Page 2 of 2
Alliance Technology Group did a pilot test of Pure Storage all-flash arrays in a VDI environment with a customer who subsequently purchased two arrays for VDI and has been using them for over a year, Alliance's Queen said.
"VDI requires a lot more back-end disk I/O than most people realize," he said. "They think they can throw a couple hundred virtual desktops on the storage and get away with a few disks more than needed for physical desktops. But you need a centralized storage array where 200 users can log in at 8:00 in the morning and start downloading files. Our customer started out moving a few users to Pure Storage, found they liked it, and then migrated all its users. And, they stopped getting calls about the desktop performance."

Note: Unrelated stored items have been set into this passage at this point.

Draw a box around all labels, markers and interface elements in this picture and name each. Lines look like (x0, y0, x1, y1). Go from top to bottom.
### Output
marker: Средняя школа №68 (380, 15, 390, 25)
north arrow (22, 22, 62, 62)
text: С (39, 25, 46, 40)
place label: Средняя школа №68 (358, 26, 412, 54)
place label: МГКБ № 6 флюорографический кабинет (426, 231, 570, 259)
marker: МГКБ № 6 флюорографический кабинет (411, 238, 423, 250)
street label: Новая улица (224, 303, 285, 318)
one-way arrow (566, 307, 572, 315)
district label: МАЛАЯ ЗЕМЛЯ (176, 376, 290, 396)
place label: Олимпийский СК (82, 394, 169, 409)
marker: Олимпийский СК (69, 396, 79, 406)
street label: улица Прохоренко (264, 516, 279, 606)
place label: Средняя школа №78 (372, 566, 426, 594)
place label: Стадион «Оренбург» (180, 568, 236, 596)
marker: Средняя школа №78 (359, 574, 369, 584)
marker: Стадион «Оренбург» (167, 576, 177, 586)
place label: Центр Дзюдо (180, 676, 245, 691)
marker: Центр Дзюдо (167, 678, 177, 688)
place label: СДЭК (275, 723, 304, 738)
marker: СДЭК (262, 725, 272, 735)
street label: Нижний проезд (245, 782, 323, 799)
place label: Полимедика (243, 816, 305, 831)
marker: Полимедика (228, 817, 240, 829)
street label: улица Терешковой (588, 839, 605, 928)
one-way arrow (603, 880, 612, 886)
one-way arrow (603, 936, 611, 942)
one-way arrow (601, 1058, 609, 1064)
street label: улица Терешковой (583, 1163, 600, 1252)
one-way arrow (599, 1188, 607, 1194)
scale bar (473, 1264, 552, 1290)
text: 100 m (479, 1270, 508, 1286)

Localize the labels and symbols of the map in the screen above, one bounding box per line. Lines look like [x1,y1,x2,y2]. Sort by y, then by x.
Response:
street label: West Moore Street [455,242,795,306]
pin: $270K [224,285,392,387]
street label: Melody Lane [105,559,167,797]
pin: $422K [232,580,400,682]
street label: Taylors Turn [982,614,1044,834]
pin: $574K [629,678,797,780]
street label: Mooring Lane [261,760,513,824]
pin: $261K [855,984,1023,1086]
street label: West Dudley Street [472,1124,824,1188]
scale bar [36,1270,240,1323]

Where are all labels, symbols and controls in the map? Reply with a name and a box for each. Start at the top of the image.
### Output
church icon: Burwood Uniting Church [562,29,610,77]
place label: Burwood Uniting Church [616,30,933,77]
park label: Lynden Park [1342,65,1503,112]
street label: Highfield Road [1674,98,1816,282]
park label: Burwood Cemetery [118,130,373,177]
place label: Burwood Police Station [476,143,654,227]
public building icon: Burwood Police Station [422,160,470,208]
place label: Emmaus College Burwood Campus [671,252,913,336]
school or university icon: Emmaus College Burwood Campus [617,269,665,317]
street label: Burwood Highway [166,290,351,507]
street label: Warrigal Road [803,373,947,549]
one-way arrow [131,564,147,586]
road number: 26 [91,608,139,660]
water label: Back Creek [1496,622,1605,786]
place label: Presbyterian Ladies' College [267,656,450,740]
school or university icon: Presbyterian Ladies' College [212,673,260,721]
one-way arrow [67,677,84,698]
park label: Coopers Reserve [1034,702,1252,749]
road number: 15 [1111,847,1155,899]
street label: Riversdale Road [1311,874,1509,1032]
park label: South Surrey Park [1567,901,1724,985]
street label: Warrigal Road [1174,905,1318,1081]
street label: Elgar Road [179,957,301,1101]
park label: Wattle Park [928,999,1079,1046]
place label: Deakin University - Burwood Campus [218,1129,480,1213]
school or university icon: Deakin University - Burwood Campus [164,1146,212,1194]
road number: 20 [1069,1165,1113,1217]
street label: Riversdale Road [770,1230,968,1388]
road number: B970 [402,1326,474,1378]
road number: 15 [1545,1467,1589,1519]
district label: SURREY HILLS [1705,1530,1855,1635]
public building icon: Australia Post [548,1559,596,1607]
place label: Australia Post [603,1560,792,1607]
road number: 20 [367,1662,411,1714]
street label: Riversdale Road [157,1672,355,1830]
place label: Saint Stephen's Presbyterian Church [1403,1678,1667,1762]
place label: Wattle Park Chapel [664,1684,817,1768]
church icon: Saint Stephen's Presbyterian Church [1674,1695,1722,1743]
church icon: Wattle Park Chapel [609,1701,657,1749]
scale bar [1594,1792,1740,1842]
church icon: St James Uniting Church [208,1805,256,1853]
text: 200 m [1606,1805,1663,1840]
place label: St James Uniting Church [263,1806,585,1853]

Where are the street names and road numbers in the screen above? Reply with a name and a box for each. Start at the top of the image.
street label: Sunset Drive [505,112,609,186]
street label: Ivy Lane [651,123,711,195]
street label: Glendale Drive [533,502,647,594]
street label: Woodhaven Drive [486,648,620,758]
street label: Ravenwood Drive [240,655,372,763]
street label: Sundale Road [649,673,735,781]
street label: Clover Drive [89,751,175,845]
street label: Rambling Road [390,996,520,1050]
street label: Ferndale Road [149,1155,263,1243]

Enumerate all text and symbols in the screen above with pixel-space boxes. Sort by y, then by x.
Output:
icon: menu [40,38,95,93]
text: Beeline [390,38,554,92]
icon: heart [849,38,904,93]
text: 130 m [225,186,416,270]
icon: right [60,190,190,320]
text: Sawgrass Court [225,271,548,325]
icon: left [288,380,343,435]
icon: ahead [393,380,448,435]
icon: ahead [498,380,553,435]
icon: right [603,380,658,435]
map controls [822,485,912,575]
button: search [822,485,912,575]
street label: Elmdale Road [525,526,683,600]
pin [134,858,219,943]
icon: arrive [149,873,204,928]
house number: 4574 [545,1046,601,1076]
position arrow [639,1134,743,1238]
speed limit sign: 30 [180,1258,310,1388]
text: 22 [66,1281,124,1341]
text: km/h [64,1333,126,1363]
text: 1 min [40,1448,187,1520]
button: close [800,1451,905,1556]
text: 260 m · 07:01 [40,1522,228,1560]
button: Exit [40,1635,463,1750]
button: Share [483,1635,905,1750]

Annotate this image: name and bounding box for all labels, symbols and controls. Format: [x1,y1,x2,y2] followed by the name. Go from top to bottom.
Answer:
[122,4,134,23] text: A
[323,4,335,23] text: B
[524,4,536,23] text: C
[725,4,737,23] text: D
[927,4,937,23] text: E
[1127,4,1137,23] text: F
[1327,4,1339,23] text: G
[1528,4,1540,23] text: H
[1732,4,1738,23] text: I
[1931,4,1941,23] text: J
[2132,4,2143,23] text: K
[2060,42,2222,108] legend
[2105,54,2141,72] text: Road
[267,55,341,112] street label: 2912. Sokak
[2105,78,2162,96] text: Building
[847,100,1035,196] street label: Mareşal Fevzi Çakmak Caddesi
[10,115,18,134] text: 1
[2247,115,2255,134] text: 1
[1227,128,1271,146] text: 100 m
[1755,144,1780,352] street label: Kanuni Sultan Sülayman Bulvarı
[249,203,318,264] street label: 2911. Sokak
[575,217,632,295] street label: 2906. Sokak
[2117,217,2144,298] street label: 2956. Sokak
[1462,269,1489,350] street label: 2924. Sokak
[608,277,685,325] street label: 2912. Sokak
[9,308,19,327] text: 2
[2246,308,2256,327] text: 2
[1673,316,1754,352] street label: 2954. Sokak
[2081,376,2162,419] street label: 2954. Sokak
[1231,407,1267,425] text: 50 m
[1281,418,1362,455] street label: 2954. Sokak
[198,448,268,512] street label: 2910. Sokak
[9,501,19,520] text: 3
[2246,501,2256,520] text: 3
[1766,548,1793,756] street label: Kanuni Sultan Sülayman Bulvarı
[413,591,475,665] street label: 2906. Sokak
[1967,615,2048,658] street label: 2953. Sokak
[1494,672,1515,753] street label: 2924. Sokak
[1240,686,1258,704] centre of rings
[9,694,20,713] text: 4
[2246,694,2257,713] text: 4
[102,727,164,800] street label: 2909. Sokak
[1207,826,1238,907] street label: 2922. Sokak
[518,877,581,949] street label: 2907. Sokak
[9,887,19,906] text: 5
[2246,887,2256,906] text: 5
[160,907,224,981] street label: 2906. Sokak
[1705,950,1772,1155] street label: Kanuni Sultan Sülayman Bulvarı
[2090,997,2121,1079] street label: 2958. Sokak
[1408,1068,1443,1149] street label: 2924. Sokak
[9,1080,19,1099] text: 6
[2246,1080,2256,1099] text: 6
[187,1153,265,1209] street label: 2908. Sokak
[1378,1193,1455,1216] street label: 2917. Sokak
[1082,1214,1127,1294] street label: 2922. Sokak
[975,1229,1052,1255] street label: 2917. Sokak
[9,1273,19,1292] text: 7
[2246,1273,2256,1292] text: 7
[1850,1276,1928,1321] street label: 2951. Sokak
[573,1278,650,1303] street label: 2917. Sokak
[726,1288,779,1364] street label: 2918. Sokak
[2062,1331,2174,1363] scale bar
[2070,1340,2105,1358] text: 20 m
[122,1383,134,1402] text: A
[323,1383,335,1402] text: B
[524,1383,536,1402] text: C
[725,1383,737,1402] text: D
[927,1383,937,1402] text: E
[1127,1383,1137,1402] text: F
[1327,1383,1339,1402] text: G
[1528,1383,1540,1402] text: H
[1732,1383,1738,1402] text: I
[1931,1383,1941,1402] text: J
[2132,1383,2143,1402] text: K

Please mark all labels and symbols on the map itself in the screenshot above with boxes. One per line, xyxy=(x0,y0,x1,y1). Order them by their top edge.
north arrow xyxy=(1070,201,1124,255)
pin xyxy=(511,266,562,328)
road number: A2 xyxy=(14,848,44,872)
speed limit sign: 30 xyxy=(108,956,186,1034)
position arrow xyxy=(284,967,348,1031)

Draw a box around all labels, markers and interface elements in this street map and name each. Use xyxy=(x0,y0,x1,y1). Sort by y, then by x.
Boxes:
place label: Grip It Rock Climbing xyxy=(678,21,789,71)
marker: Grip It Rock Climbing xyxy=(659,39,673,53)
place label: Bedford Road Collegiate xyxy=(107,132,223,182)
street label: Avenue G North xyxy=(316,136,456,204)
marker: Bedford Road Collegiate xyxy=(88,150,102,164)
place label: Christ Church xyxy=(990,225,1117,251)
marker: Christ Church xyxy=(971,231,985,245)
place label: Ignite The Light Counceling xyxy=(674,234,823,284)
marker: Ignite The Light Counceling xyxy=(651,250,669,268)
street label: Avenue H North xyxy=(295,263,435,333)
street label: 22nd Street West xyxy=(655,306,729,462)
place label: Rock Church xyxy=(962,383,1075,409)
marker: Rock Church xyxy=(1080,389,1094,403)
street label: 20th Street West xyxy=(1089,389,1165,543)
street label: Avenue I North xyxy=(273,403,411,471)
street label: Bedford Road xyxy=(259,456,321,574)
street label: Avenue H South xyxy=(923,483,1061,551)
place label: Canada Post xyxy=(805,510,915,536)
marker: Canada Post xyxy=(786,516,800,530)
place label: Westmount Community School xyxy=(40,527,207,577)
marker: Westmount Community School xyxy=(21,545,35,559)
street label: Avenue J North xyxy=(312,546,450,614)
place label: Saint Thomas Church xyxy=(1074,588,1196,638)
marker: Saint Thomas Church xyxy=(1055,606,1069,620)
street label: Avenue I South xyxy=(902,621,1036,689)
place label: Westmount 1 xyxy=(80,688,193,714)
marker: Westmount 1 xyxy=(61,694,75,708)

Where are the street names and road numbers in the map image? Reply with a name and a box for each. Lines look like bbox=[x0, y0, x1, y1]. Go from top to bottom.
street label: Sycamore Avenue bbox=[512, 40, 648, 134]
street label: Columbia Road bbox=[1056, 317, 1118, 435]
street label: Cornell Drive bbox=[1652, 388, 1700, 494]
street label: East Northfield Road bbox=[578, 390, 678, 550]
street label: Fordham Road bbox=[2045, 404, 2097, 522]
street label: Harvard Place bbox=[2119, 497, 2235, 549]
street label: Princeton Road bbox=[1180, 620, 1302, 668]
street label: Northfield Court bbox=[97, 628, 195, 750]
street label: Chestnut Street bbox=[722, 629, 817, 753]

Having a reference architecture for all-flash storage is important for helping customers get the kind of performance they expect from their arrays, Queen said.
Customers with virtual desktops want to know how to make better use of their compute resources, and while all storage vendors have flash tiering backed by disk for increased performance, customers need to know these flash arrays fit their requirements, Queen said.
"It's still early for flash storage," he said. "But everyone is thinking about it. It's not a hard conversation. All the storage guys know flash is coming."
Pure Storage's all-flash storage arrays start at a street price of under $75,000 for a raw capacity of 2.75 TB, which after deduplication offers the equivalent capacity 10 TB, Pure Storage's Kixmoeller said.
As customers' VDI implementations go into production, solution providers can upgrade the solution with more capacity as well as with a second controller for high availability. "There's no price penalty for not buying more capacity at the beginning," he said. "We're small. We don't need to play those loopholes with customers."